=== Section Start ===

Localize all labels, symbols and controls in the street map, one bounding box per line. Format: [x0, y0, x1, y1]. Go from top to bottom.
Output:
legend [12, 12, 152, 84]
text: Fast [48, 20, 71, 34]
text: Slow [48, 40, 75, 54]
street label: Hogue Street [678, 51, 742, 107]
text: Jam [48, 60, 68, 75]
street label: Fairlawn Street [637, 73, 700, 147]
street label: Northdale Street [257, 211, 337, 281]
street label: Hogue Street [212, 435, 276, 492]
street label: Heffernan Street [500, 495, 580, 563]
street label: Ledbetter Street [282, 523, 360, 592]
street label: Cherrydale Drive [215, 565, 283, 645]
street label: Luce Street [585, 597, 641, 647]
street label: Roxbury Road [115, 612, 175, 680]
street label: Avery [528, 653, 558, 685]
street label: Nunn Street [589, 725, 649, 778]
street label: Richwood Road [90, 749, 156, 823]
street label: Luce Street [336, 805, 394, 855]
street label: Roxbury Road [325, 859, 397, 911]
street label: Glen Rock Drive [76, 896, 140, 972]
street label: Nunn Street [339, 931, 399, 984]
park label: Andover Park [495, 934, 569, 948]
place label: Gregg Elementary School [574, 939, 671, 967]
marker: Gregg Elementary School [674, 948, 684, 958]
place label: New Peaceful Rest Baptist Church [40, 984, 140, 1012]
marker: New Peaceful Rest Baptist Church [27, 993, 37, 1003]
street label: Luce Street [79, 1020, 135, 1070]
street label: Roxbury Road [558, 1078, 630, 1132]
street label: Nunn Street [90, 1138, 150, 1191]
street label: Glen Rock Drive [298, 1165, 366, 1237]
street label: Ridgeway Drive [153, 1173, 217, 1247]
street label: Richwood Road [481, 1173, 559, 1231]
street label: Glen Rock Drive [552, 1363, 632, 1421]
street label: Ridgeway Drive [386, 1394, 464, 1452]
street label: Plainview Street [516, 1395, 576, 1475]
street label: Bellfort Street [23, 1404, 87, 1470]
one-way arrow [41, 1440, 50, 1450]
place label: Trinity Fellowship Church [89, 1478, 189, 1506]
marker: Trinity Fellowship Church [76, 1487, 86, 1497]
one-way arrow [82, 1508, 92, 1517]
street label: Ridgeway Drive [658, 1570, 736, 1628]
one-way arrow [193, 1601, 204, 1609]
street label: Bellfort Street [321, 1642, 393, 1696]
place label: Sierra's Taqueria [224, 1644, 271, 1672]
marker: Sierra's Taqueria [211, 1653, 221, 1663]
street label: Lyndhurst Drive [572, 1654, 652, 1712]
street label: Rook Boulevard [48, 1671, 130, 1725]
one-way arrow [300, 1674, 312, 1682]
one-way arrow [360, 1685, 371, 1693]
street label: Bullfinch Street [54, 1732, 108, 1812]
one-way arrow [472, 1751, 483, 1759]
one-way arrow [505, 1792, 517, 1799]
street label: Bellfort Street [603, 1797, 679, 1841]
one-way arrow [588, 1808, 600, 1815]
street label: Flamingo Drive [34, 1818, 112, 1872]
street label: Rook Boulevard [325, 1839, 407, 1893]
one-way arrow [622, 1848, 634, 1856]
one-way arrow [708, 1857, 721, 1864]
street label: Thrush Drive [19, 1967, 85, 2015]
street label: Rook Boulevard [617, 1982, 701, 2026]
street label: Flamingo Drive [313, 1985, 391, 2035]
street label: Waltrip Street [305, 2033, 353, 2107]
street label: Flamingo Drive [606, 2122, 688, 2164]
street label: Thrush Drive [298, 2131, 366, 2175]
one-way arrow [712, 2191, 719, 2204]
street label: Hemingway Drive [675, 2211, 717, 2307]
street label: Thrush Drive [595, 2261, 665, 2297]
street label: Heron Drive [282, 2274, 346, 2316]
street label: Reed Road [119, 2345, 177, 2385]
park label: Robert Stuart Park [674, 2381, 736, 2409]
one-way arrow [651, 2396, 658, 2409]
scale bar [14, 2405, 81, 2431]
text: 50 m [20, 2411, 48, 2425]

=== Section End ===

Produce an exact copy of every entry above.

Localize all labels, symbols and controls in the street map, one bounding box per line. Format: [x0, y0, x1, y1]. Go from top to bottom.
Output:
legend [12, 12, 152, 84]
text: Fast [48, 20, 71, 34]
text: Slow [48, 40, 75, 54]
street label: Hogue Street [678, 51, 742, 107]
text: Jam [48, 60, 68, 75]
street label: Fairlawn Street [637, 73, 700, 147]
street label: Northdale Street [257, 211, 337, 281]
street label: Hogue Street [212, 435, 276, 492]
street label: Heffernan Street [500, 495, 580, 563]
street label: Ledbetter Street [282, 523, 360, 592]
street label: Cherrydale Drive [215, 565, 283, 645]
street label: Luce Street [585, 597, 641, 647]
street label: Roxbury Road [115, 612, 175, 680]
street label: Avery [528, 653, 558, 685]
street label: Nunn Street [589, 725, 649, 778]
street label: Richwood Road [90, 749, 156, 823]
street label: Luce Street [336, 805, 394, 855]
street label: Roxbury Road [325, 859, 397, 911]
street label: Glen Rock Drive [76, 896, 140, 972]
street label: Nunn Street [339, 931, 399, 984]
park label: Andover Park [495, 934, 569, 948]
place label: Gregg Elementary School [574, 939, 671, 967]
marker: Gregg Elementary School [674, 948, 684, 958]
place label: New Peaceful Rest Baptist Church [40, 984, 140, 1012]
marker: New Peaceful Rest Baptist Church [27, 993, 37, 1003]
street label: Luce Street [79, 1020, 135, 1070]
street label: Roxbury Road [558, 1078, 630, 1132]
street label: Nunn Street [90, 1138, 150, 1191]
street label: Glen Rock Drive [298, 1165, 366, 1237]
street label: Ridgeway Drive [153, 1173, 217, 1247]
street label: Richwood Road [481, 1173, 559, 1231]
street label: Glen Rock Drive [552, 1363, 632, 1421]
street label: Ridgeway Drive [386, 1394, 464, 1452]
street label: Plainview Street [516, 1395, 576, 1475]
street label: Bellfort Street [23, 1404, 87, 1470]
one-way arrow [41, 1440, 50, 1450]
place label: Trinity Fellowship Church [89, 1478, 189, 1506]
marker: Trinity Fellowship Church [76, 1487, 86, 1497]
one-way arrow [82, 1508, 92, 1517]
street label: Ridgeway Drive [658, 1570, 736, 1628]
one-way arrow [193, 1601, 204, 1609]
street label: Bellfort Street [321, 1642, 393, 1696]
place label: Sierra's Taqueria [224, 1644, 271, 1672]
marker: Sierra's Taqueria [211, 1653, 221, 1663]
street label: Lyndhurst Drive [572, 1654, 652, 1712]
street label: Rook Boulevard [48, 1671, 130, 1725]
one-way arrow [300, 1674, 312, 1682]
one-way arrow [360, 1685, 371, 1693]
street label: Bullfinch Street [54, 1732, 108, 1812]
one-way arrow [472, 1751, 483, 1759]
one-way arrow [505, 1792, 517, 1799]
street label: Bellfort Street [603, 1797, 679, 1841]
one-way arrow [588, 1808, 600, 1815]
street label: Flamingo Drive [34, 1818, 112, 1872]
street label: Rook Boulevard [325, 1839, 407, 1893]
one-way arrow [622, 1848, 634, 1856]
one-way arrow [708, 1857, 721, 1864]
street label: Thrush Drive [19, 1967, 85, 2015]
street label: Rook Boulevard [617, 1982, 701, 2026]
street label: Flamingo Drive [313, 1985, 391, 2035]
street label: Waltrip Street [305, 2033, 353, 2107]
street label: Flamingo Drive [606, 2122, 688, 2164]
street label: Thrush Drive [298, 2131, 366, 2175]
one-way arrow [712, 2191, 719, 2204]
street label: Hemingway Drive [675, 2211, 717, 2307]
street label: Thrush Drive [595, 2261, 665, 2297]
street label: Heron Drive [282, 2274, 346, 2316]
street label: Reed Road [119, 2345, 177, 2385]
park label: Robert Stuart Park [674, 2381, 736, 2409]
one-way arrow [651, 2396, 658, 2409]
scale bar [14, 2405, 81, 2431]
text: 50 m [20, 2411, 48, 2425]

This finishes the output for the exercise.